Last season was a lost one for the Hogs, but their identity has started to take shape. And again — no stunner — but it's a massive offensive line that's possibly the biggest in college football (and, at 326 pounds per man, would be one of the biggest in the NFL, too) that's paving the way for a great run game. Bielema has admitted that the talent up front does not stack up to those of some of his vintage Wisconsin teams. But there are a few next-level players, including Brey Cook (the only senior starter), who checks in at 6-7 and 322 and could be a right tackle or a guard in the NFL as a mid-round prospect.

Washington linebacker Shaq Thompson (Joe Nicholson-USA TODAY Sports)
Washington linebacker Shaq Thompson (Joe Nicholson-USA TODAY Sports)

• Have you seen Washington linebacker Shaq Thompson play? If not, check out the diverse skills he brings. The 6-1, 228-pound junior projects to be a seek-and-flow weakside linebacker in the pros, and even though he has eligibility left there has been talk of him testing the NFL draft waters this coming spring.

He's the second-leading tackler for the Huskies with 28 in four games, and Thompson has scored three touchdowns this season — one off an interception, one off a fumble recovery and one as a running back. Yes, they use him on offense — eat your heart out, Myles Jack — in the backfield, and could even expand his offensive role.

Why? On six carries, he has 82 yards (13.7 yards per carry), including a 57-yard romp.

NFL scouts prefer to see Thompson stick to defense, but his athleticism and versatility show just what a special athlete Thompson is.

• Oregon's Ifo Ekpre-Olomu returned to school this season for a chance to win a national championship and solidify his status as the top cover corner in college football. So is he?
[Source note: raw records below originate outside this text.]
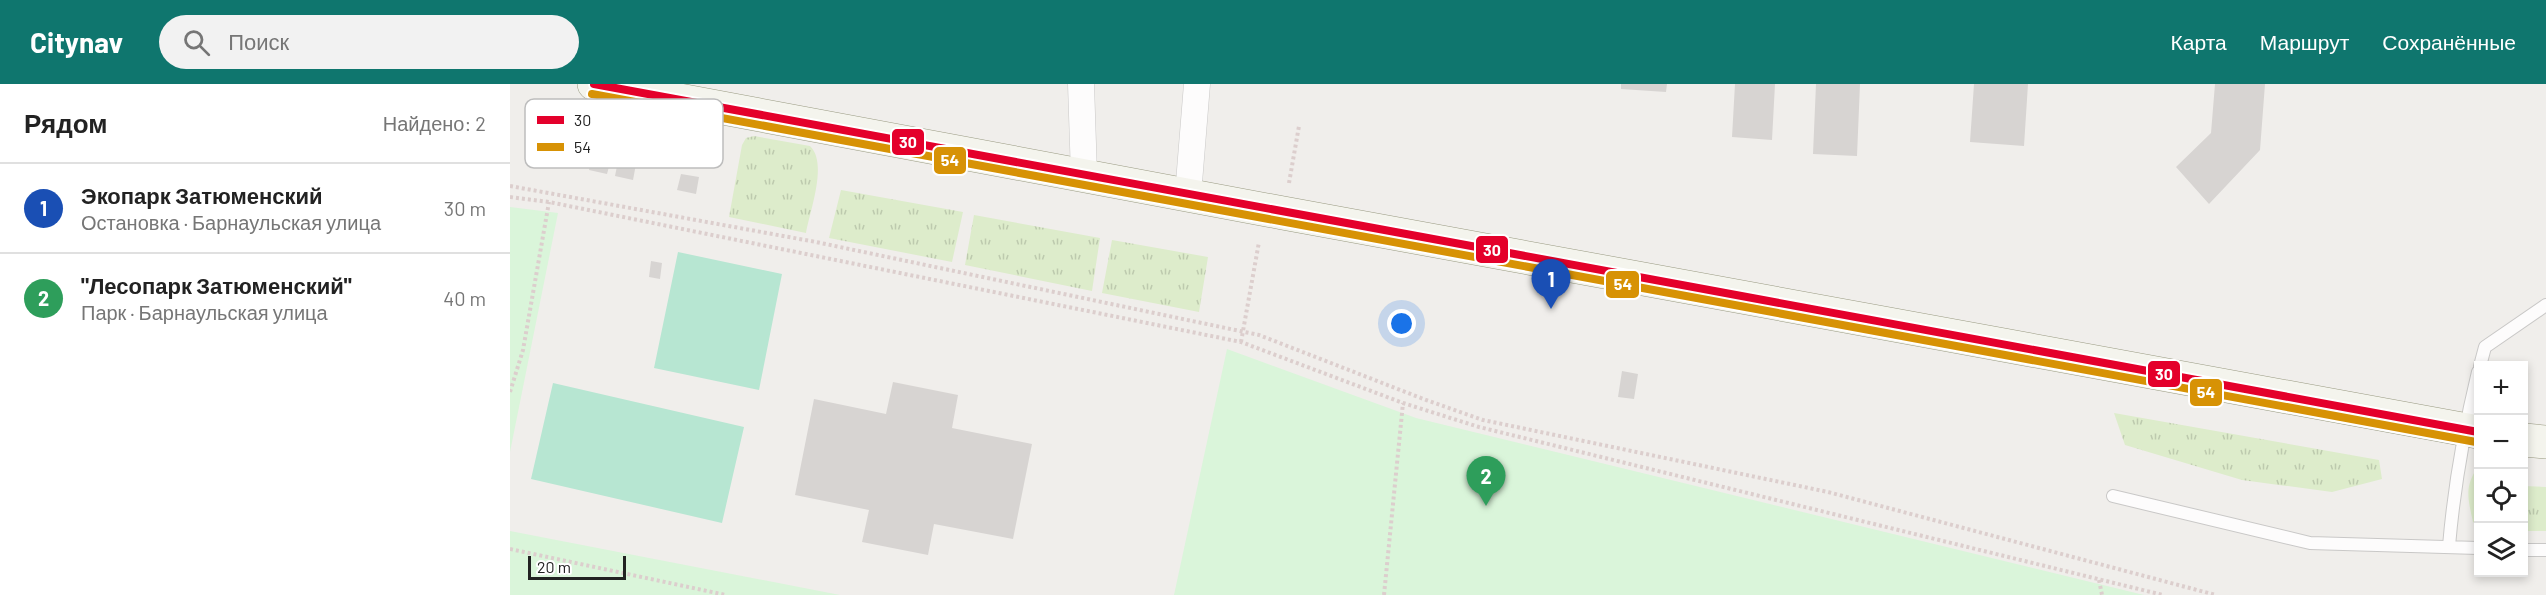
<!DOCTYPE html>
<html lang="ru">
<head>
<meta charset="utf-8">
<style>
	:root { --surface:#fff; --page:#f2f2f2; --text:#222; --muted:#767676; --line:#e0e0e0; --accent:#0f766e }
	body { margin:0; font-family:Barlow,sans-serif; background:var(--page); color:var(--text) }
	.controls { position:absolute; right:18px; bottom:18px; display:grid; overflow:hidden; border-radius:0px; box-shadow:0 3px 9px #0003 }
	.controls button { width:54px; height:54px; display:grid; place-items:center; padding:0; border:0; border-bottom:2px solid var(--line); background:var(--surface); color:var(--text); font:30px sans-serif }
	.scale { position:absolute; left:18px; bottom:15px; width:98px; box-sizing:border-box; padding-left:6px; border:3px solid #222; border-top:0; font-size:16px; line-height:21px; white-space:nowrap; color:#222; -webkit-text-stroke:4px #fff; paint-order:stroke }
	.you { position:absolute; left:892px; top:240px; width:21px; height:21px; margin:-15px; border:4px solid #fff; border-radius:50%; background:#1a73e8; box-shadow:0 0 0 9px #1a73e833 }
	.badge { display:grid; place-items:center; width:39px; height:39px; border-radius:50%; background:var(--accent); color:#fff; font-size:20px; font-weight:700 }
	.pin { position:absolute; translate:-50% -50px; filter:drop-shadow(0 2px 3px #0008) }
	.pin::after { content:''; position:absolute; top:32px; width:21px; height:18px; background:inherit; clip-path:polygon(0 0,100% 0,50% 100%) }
	.list { margin:0; padding:0; list-style:none }
	h2 { display:flex; justify-content:space-between; align-items:center; height:78px; margin:0; padding:0 24px; font-size:26px }
	h2 small { font-size:20px; font-weight:400; color:var(--muted) }
	.list li { display:grid; grid-template-columns:39px 1fr auto; gap:18px; align-items:center; box-sizing:border-box; height:90px; padding:0 24px; border-top:2px solid var(--line) }
	.list b { display:block; font-size:22px; white-space:nowrap }
	.list p { margin:0; font-size:20px; white-space:nowrap; color:var(--muted) }
	.list em { font-size:20px; font-style:normal; color:var(--muted) }
	.icon { flex:none; width:33px; height:33px; fill:none; stroke:currentColor; stroke-width:2; stroke-linecap:round; stroke-linejoin:round }
	.map { position:relative; flex:none; width:2036px; height:511px; overflow:hidden }
	header { display:flex; align-items:center; gap:36px; box-sizing:border-box; height:84px; padding:0 30px; background:var(--accent); color:#fff }
	header strong { font-size:28px }
	nav { display:flex; gap:33px; margin-inline-start:auto; font-size:21px }
	.search { width:420px; height:54px; background:var(--page); display:flex; align-items:center; gap:15px; box-sizing:border-box; padding:0 21px; border-radius:33px; color:var(--muted); font-size:22px }
	main { display:flex }
	aside { flex:1; background:var(--surface) }
	.map>svg:first-child { display:block }
	.grass { fill:url(#grass-tufts) }
	.park { fill:#daf5da }
	.pitch { fill:#b7e6d2 }
	.building { fill:#d7d4d2 }
	.lines { fill:none; stroke-linecap:round; stroke-linejoin:round }
	.lane-casing { stroke:#c9c8c7; stroke-width:14 }
	.street-casing { stroke:#c9c8c7; stroke-width:27 }
	.secondary-casing { stroke:#999a82; stroke-width:34 }
	.path { stroke:#dccecd; stroke-width:4; stroke-dasharray:3 3; stroke-linecap:butt }
	.lane { stroke:#fdfcfc; stroke-width:12 }
	.street { stroke:#fdfcfc; stroke-width:26 }
	.secondary { stroke:#f4f4ed; stroke-width:33 }
	.bus-1-casing { stroke:#fff; stroke-width:12 }
	.bus-2-casing { stroke:#fff; stroke-width:12 }
	.bus-1 { stroke:#e4002b; stroke-width:8 }
	.bus-2 { stroke:#d79205; stroke-width:8 }
	.key { fill:#fff; stroke:#bdbdbd; stroke-width:1.5 }
	.key-label { font-size:16px; fill:#222 }
	.line-badge { stroke:#fff; stroke-width:2 }
	.badge-label { font-size:16px; text-anchor:middle; font-weight:bold; fill:#fff }
</style>
</head>
<body>
<header>
<strong>Citynav</strong>
<div class="search"><svg class="icon" aria-label="search" viewBox="0 0 24 24"><circle cx="10" cy="10" r="6"/><path d="M15 15l6 6"/></svg>Поиск</div>
<nav><a>Карта</a><a>Маршрут</a><a>Сохранённые</a></nav>
</header>
<main>
<aside>
<h2>Рядом<small>Найдено: 2</small></h2>
<ul class="list">
<li><span class="badge" style="background:#1a4fb4">1</span><div><b>Экопарк Затюменский</b><p>Остановка · Барнаульская улица</p></div><em>30 m</em></li>
<li><span class="badge" style="background:#2e9e5b">2</span><div><b>&quot;Лесопарк Затюменский&quot;</b><p>Парк · Барнаульская улица</p></div><em>40 m</em></li>
</ul>
</aside>
<div class="map">
<svg width="2036" height="511" viewBox="0 0 2036 511">
	<defs>
		<pattern id="grass-tufts" width="24" height="20" patternUnits="userSpaceOnUse" patternTransform="scale(1.5)"><rect width="24" height="20" fill="#ddeccb"/><path d="M3 7l-1-3M5 7V3M7 7l1-3M15 17l-1-3M17 17v-4M19 17l1-3" fill="none" stroke="#bdcaae"/></pattern>
	</defs>
	<rect width="100%" height="100%" fill="#f0eeeb"/>
	<path class="grass" d="M244,52L300,62C318,79 300,126 296,149L219,133L232,61L236,54Z
		M331,106L453,128L442,178L319,154Z
		M464,131L590,154L582,207L455,181Z
		M602,156L698,173L689,228L592,209Z
		M1604,329L1869,376L1872,395L1822,408L1732,396L1615,361Z
		M1968,383V441L1963,438C1958,415 1954,402 1968,383Z
		M2014,402L2036,403V447H2014Z"/>
	<path class="park" d="M0,123L48,129L0,368Z
		M717,265L906,334L1634,511H664Z
		M0,447L330,511H0Z"/>
	<path class="pitch" d="M168,168L272,190L249,306L144,284Z
		M43,299L234,343L212,439L21,395Z"/>
	<path class="building" d="M1111,0H1157L1156,8L1111,5Z
		M1225,0H1265L1262,56L1222,53Z
		M1306,0H1350L1347,72L1303,70Z
		M1464,0H1518L1514,62L1460,58Z
		M1705,0H1755L1750,66L1699,120L1666,83L1701,49Z
		M82,71L101,75L97,90L79,86Z
		M108,77L126,80L123,96L105,92Z
		M171,90L189,93L186,110L167,106Z
		M141,177L152,179L150,195L139,193Z
		M1112,287L1128,290L1124,315L1108,313Z
		M383,298L448,311L442,344L522,360L503,455L424,440L418,471L352,458L359,426L285,411L304,315L376,330Z"/>
	<g class="lines">
		<g class="lane-casing">
			<path id="lane" d="M1970,282L1975,263L2036,221
				M1603,412L1800,459L1968,464
				M1939,462C1944,403 1954,346 1968,288
				M2014,466H2036"/>
		</g>
		<g class="street-casing">
			<path id="street" d="M571,0L574,91
				M678,111L687,0"/>
		</g>
		<g class="secondary-casing">
			<path id="secondary" d="M84,0L773,129L1968,348
				M2014,356L2036,358"/>
		</g>
		<path class="path" d="M779,99L789,42
			M0,102L306,158L749,251L916,316L973,336L1318,408L1706,511
			M0,113L39,118L731,258L893,319L969,343L1653,511
			M731,258L749,158
			M0,308L13,266L39,118
			M0,465L216,511
			M1589,496L1592,511
			M874,511L893,319"/>
		<use href="#lane" class="lane"/>
		<use href="#street" class="street"/>
		<use href="#secondary" class="secondary"/>
		<g class="bus-1-casing">
			<path id="bus-1" d="M84,0L1968,348"/>
		</g>
		<g class="bus-2-casing">
			<path id="bus-2" d="M82,10L1966,358"/>
		</g>
		<use href="#bus-1" class="bus-1"/>
		<use href="#bus-2" class="bus-2"/>
	</g>
	<rect x="15" y="15" width="198" height="69" rx="9" class="key"/>
	<rect x="27" y="32" width="27" height="8" fill="#e4002b"/>
	<rect x="27" y="59" width="27" height="8" fill="#d79205"/>
	<g class="key-label">
		<text x="64" y="42">30</text>
		<text x="64" y="69">54</text>
	</g>
	<g class="line-badge">
		<rect x="381" y="44" width="34" height="28" rx="6" fill="#e4002b"/>
		<rect x="423" y="62" width="34" height="29" rx="6" fill="#d79205"/>
		<rect x="965" y="151" width="34" height="29" rx="6" fill="#e4002b"/>
		<rect x="1095" y="186" width="35" height="29" rx="6" fill="#d79205"/>
		<rect x="1637" y="276" width="34" height="28" rx="6" fill="#e4002b"/>
		<rect x="1679" y="294" width="34" height="29" rx="6" fill="#d79205"/>
	</g>
	<g class="badge-label">
		<text x="398" y="64">30</text>
		<text x="440" y="82">54</text>
		<text x="982" y="172">30</text>
		<text x="1113" y="206">54</text>
		<text x="1654" y="296">30</text>
		<text x="1696" y="314">54</text>
	</g>
</svg>
<div class="controls">
<button>+</button>
<button>−</button>
<button><svg class="icon" aria-label="locate" viewBox="0 0 24 24"><circle cx="12" cy="12" r="6"/><path d="M12 2v4M12 18v4M2 12h4M18 12h4"/></svg></button>
<button><svg class="icon" aria-label="layers" viewBox="0 0 24 24"><path d="M12 4l9 5-9 5-9-5zM3 14l9 5 9-5"/></svg></button>
</div>
<div class="scale">20 m</div>
<div class="you"></div>
<div class="pin badge" style="left:1041px;top:225px;background:#1a4fb4">1</div>
<div class="pin badge" style="left:976px;top:422px;background:#2e9e5b">2</div>
</div>
</main>
</body>
</html>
Perhaps, but Ekpre-Olomu was beaten a few times deep by Washington State receiver Dom Williams, and Ekpre-Olomu's size (he's listed as 5-10 but might be closer to 5-9, and 185 pounds) could work against him in some schemes.

Still, one look at his acrobatic interception against Michigan State will have NFL teams thinking that Ekpre-Olomu might be a better version of the San Diego Chargers' Jason Verrett, who was the 25th overall pick this year.

Top 5 wide receivers

Every week we’ll run a top-five list related to the 2015 NFL draft.

1. Cooper, Alabama — Has raised the bar and has the requisite physical skills to be a No. 1 receiver in the NFL.

2. Sammie Coates, Auburn — Freakish combination of speed and strength but could use a little polish to his game.

3. Dorial Green-Beckham, Oklahoma (ex-Missouri) — Rare size and radius and legitimate No. 1 ability, but major character questions loom.

4. Devin Funchess, Michigan — Tight end-sized wideout could be a mismatch on the next level capable of playing multiple spots.

5. Rashad Greene, Florida State — Not the most physically impressive receiver, but clutch performer with deceptive speed who just gets open.